= TASK BRIEF =
An exact copy of every entry is needed, without the pictures.

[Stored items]
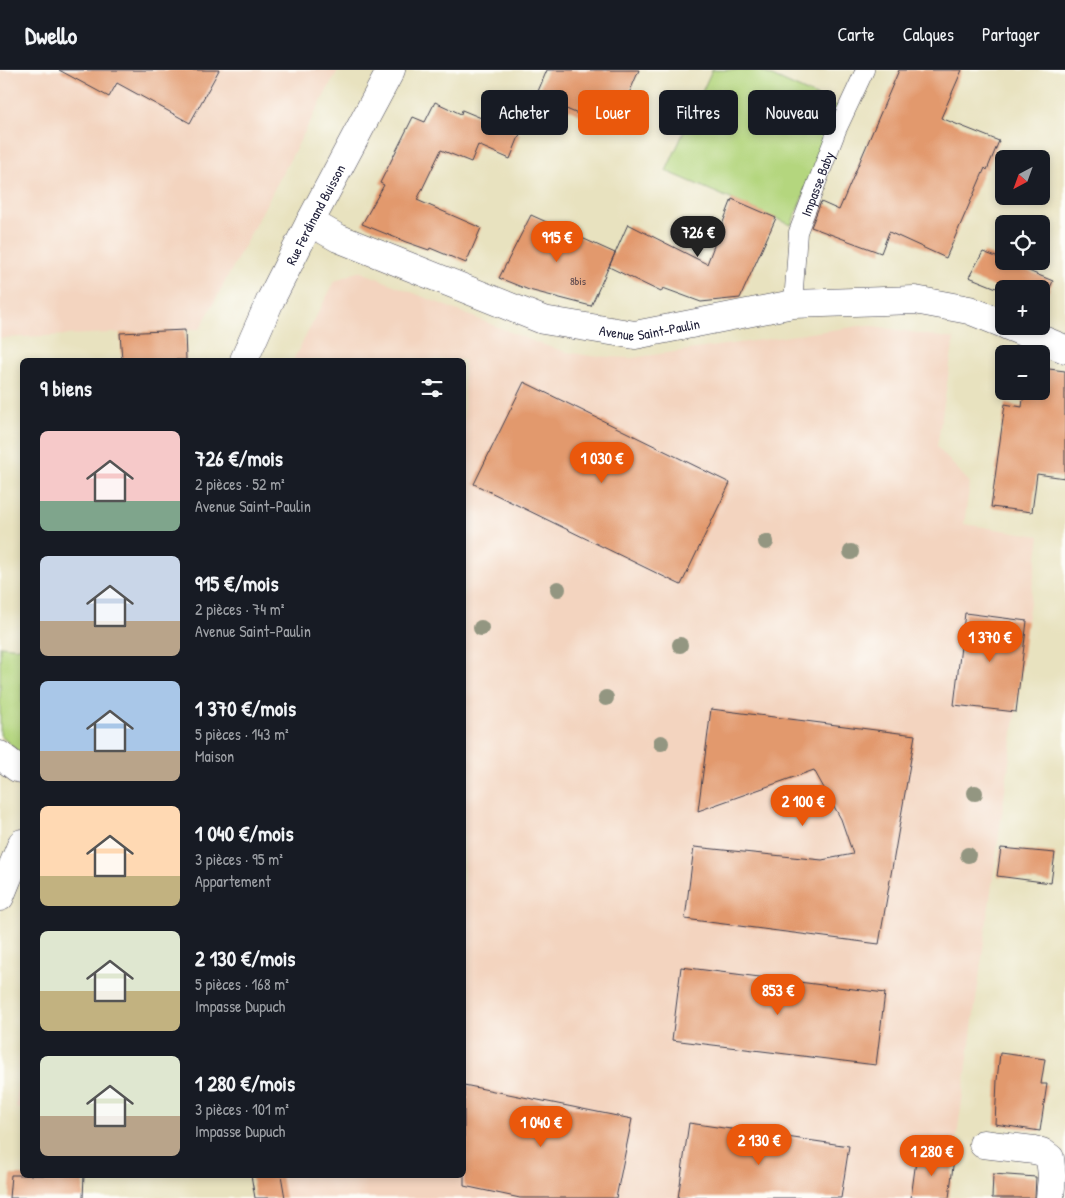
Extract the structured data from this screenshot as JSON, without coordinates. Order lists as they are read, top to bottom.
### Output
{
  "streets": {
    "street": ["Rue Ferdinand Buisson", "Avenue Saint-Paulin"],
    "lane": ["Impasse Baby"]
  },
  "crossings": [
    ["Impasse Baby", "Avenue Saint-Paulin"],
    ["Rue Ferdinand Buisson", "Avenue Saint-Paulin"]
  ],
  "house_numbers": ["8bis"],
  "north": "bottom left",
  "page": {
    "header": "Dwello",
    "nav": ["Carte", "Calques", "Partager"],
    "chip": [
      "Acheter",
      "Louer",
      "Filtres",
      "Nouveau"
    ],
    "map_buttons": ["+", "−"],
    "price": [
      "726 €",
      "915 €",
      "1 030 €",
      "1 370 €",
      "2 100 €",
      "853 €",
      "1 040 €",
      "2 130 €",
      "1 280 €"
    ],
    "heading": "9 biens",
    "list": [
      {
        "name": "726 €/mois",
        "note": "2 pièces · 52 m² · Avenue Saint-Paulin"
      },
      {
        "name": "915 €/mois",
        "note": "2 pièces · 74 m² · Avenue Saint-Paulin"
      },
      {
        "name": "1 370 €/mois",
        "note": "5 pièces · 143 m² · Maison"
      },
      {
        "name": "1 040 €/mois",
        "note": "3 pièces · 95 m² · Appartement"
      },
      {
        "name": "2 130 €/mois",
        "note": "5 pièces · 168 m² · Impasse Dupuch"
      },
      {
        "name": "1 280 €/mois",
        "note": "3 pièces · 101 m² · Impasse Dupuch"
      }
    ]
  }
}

= ANSWER SPACE =
Extract the structured data from this screenshot as JSON, without coordinates. Order lists as they are read, top to bottom.
### Output
{
  "streets": {
    "street": ["Rue Ferdinand Buisson", "Avenue Saint-Paulin"],
    "lane": ["Impasse Baby"]
  },
  "crossings": [
    ["Impasse Baby", "Avenue Saint-Paulin"],
    ["Rue Ferdinand Buisson", "Avenue Saint-Paulin"]
  ],
  "house_numbers": ["8bis"],
  "north": "bottom left",
  "page": {
    "header": "Dwello",
    "nav": ["Carte", "Calques", "Partager"],
    "chip": [
      "Acheter",
      "Louer",
      "Filtres",
      "Nouveau"
    ],
    "map_buttons": ["+", "−"],
    "price": [
      "726 €",
      "915 €",
      "1 030 €",
      "1 370 €",
      "2 100 €",
      "853 €",
      "1 040 €",
      "2 130 €",
      "1 280 €"
    ],
    "heading": "9 biens",
    "list": [
      {
        "name": "726 €/mois",
        "note": "2 pièces · 52 m² · Avenue Saint-Paulin"
      },
      {
        "name": "915 €/mois",
        "note": "2 pièces · 74 m² · Avenue Saint-Paulin"
      },
      {
        "name": "1 370 €/mois",
        "note": "5 pièces · 143 m² · Maison"
      },
      {
        "name": "1 040 €/mois",
        "note": "3 pièces · 95 m² · Appartement"
      },
      {
        "name": "2 130 €/mois",
        "note": "5 pièces · 168 m² · Impasse Dupuch"
      },
      {
        "name": "1 280 €/mois",
        "note": "3 pièces · 101 m² · Impasse Dupuch"
      }
    ]
  }
}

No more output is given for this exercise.